The answer must be one number: how many lines below contain the word "type".

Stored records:
........

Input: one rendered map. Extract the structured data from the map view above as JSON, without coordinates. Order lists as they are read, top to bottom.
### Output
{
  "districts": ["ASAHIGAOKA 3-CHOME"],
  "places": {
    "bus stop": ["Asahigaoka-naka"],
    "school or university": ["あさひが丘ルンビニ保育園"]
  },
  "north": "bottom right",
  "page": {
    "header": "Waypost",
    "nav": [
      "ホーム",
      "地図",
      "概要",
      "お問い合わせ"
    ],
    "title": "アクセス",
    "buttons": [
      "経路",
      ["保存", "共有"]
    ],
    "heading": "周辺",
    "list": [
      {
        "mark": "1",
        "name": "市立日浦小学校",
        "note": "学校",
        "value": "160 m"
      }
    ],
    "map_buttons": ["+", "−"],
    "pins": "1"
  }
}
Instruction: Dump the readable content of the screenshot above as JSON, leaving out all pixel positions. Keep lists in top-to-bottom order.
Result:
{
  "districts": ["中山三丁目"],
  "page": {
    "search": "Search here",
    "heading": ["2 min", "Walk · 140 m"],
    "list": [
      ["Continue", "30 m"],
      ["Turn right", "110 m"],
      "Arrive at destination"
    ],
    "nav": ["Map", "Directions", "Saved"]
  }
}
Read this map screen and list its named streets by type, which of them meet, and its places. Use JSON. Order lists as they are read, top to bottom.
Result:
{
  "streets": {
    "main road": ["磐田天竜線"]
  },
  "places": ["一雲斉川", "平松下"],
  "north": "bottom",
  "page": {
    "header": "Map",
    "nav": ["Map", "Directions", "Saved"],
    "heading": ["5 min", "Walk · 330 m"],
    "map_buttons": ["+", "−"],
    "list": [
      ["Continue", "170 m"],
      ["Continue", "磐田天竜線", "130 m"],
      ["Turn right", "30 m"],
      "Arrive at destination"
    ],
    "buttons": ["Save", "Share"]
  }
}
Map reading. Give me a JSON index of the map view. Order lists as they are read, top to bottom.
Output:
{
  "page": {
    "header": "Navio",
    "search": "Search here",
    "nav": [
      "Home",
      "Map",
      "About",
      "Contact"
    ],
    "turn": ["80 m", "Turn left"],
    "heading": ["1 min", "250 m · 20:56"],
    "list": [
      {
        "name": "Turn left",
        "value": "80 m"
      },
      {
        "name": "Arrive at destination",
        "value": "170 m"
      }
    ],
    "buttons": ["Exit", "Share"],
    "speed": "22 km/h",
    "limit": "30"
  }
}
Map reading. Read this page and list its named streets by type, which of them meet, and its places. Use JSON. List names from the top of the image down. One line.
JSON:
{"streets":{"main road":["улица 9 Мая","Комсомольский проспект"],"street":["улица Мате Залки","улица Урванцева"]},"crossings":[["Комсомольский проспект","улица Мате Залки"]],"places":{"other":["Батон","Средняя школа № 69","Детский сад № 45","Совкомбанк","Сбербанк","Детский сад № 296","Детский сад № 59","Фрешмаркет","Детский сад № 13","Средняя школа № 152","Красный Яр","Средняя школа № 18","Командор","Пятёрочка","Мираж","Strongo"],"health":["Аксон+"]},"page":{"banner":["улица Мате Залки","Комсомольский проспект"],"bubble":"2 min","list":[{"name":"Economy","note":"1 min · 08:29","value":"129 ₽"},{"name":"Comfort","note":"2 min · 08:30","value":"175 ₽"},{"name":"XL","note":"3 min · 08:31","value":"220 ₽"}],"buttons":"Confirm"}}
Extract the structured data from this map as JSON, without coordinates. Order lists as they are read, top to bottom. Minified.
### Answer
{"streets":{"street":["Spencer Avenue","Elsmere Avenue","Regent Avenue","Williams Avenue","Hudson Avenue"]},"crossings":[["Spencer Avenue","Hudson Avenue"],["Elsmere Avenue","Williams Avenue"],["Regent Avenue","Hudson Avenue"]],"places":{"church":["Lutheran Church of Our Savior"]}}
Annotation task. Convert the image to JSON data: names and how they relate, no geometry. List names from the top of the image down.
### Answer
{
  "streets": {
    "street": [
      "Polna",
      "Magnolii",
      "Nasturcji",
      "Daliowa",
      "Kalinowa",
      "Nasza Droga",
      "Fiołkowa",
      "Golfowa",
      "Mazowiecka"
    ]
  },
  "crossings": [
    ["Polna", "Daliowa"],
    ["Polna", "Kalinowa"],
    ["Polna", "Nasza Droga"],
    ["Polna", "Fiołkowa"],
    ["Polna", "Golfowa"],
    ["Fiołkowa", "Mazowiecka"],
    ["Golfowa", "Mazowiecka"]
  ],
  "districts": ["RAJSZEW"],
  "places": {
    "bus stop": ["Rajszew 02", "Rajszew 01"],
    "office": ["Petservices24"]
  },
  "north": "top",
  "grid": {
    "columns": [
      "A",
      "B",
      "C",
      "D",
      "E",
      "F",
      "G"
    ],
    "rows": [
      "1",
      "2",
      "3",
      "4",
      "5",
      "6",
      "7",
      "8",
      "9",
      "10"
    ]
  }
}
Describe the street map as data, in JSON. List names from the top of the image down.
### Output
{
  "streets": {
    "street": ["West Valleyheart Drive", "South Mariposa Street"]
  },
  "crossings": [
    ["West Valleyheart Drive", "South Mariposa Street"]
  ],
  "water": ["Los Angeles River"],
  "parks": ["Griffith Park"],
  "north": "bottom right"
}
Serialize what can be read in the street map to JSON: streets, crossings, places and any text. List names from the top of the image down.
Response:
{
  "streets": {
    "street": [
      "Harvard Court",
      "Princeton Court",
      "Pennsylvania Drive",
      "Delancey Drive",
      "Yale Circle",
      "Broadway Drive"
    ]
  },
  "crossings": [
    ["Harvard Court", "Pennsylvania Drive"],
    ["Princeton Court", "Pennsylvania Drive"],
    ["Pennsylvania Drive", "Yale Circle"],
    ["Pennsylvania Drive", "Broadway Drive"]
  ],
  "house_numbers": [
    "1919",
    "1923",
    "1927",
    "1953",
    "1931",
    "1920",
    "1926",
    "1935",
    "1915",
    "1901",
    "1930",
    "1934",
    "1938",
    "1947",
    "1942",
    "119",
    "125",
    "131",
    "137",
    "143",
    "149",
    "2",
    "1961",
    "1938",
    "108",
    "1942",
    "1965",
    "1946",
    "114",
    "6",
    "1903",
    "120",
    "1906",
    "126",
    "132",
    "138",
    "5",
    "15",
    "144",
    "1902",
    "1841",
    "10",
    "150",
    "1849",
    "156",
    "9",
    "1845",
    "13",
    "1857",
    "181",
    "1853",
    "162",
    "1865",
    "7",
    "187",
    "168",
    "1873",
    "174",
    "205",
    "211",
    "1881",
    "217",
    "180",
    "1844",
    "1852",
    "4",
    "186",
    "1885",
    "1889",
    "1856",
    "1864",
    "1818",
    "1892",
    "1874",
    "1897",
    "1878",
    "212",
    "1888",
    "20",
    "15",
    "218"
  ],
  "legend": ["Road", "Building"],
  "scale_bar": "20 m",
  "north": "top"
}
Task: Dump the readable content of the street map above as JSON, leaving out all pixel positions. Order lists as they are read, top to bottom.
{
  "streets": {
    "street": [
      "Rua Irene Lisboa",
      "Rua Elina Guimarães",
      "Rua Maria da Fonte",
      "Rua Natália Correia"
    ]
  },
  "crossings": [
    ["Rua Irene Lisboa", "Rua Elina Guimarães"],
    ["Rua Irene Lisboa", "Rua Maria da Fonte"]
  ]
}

........

▶ _EXPECTED ANSWER_
2